■ Task item
From the entries, copy every line that carries the string "boxes".

■ Source data
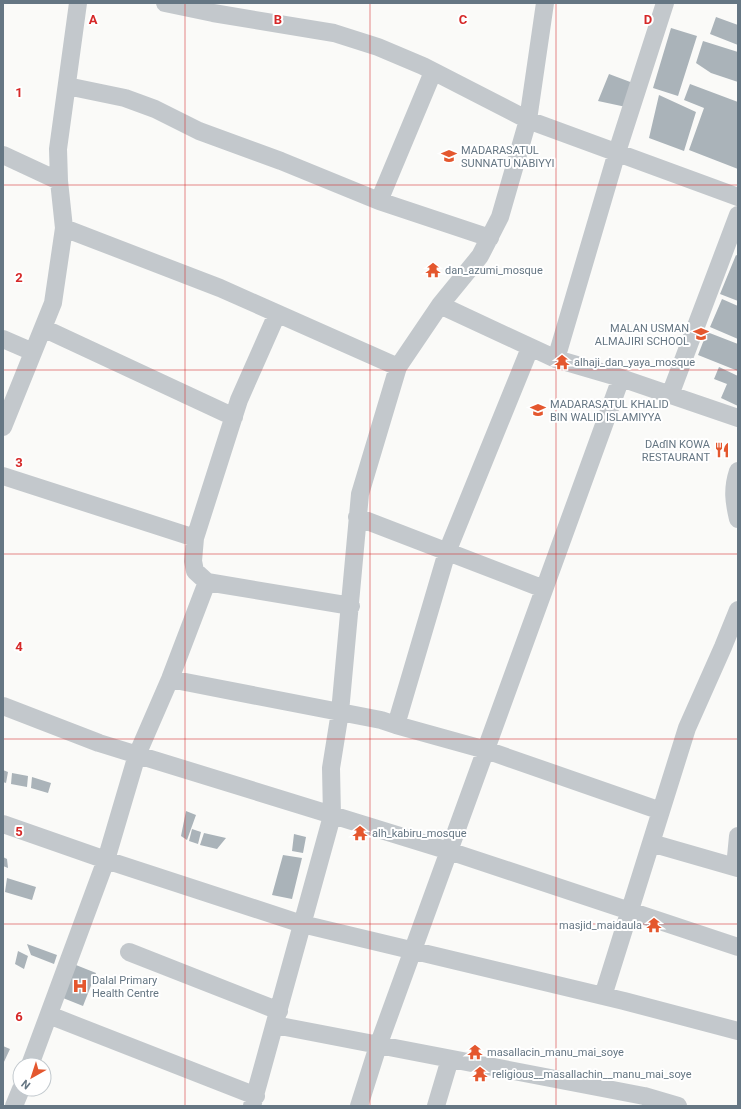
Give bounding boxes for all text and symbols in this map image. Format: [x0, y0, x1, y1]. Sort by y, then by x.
---
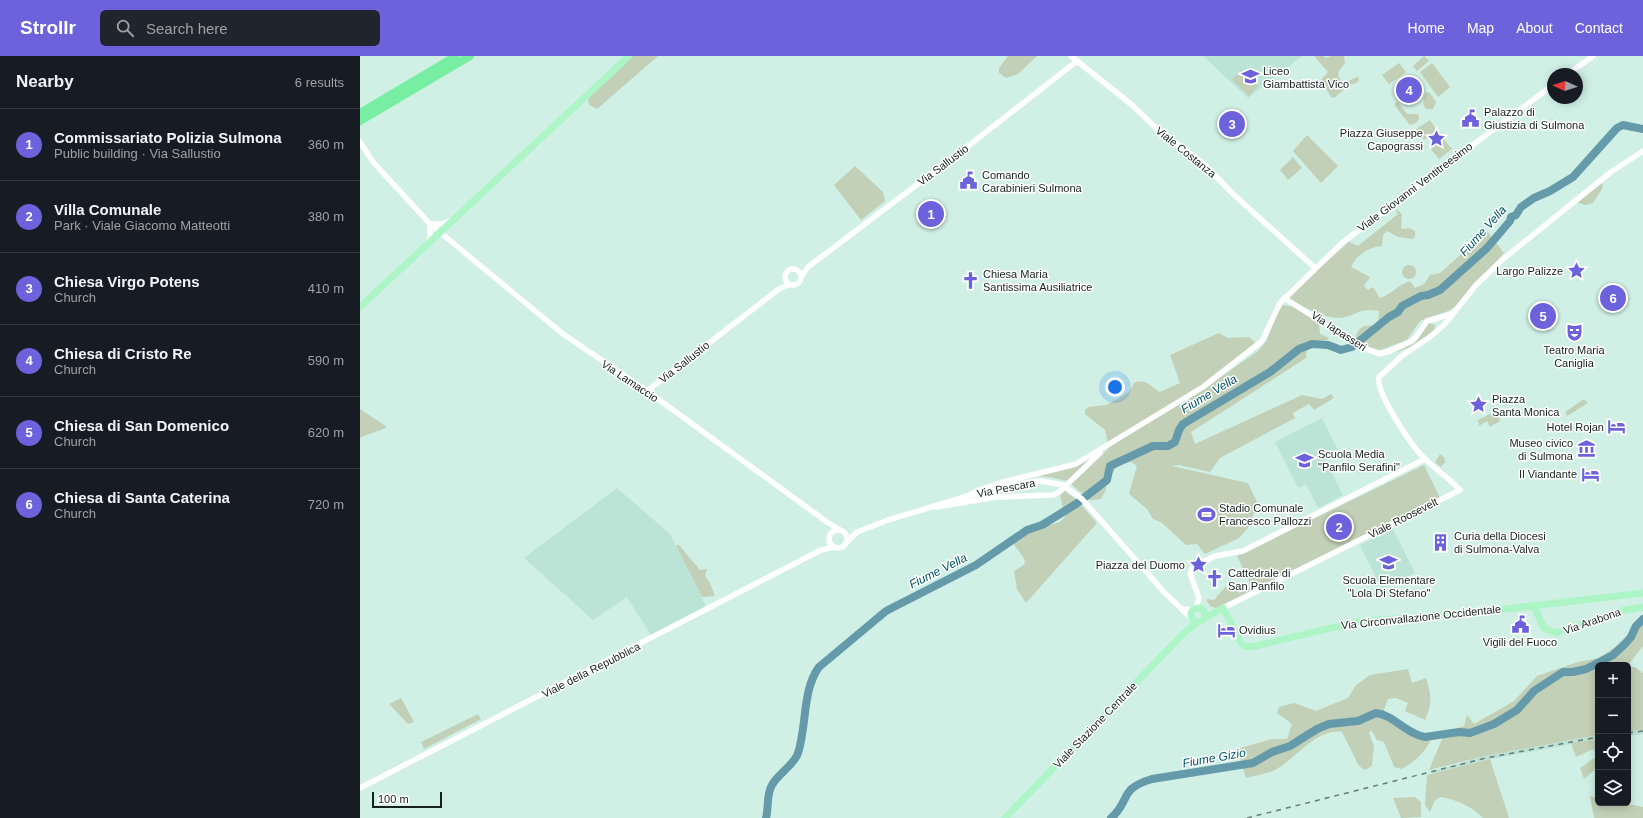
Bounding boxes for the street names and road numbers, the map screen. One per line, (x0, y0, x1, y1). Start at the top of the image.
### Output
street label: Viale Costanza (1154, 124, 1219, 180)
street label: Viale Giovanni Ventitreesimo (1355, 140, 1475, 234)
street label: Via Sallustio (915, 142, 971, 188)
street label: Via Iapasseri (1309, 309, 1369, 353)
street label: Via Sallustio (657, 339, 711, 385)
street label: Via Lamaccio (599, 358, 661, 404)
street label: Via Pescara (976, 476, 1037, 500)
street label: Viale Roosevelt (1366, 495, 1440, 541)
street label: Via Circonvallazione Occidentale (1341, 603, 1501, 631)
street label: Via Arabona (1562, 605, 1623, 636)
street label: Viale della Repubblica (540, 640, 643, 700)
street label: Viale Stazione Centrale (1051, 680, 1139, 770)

■ Exercise result
Give bounding boxes for all text and symbols in this map image. Format: [x0, y0, x1, y1]. Sort by y, then by x.
Bounding boxes for the street names and road numbers, the map screen. One per line, (x0, y0, x1, y1). Start at the top of the image.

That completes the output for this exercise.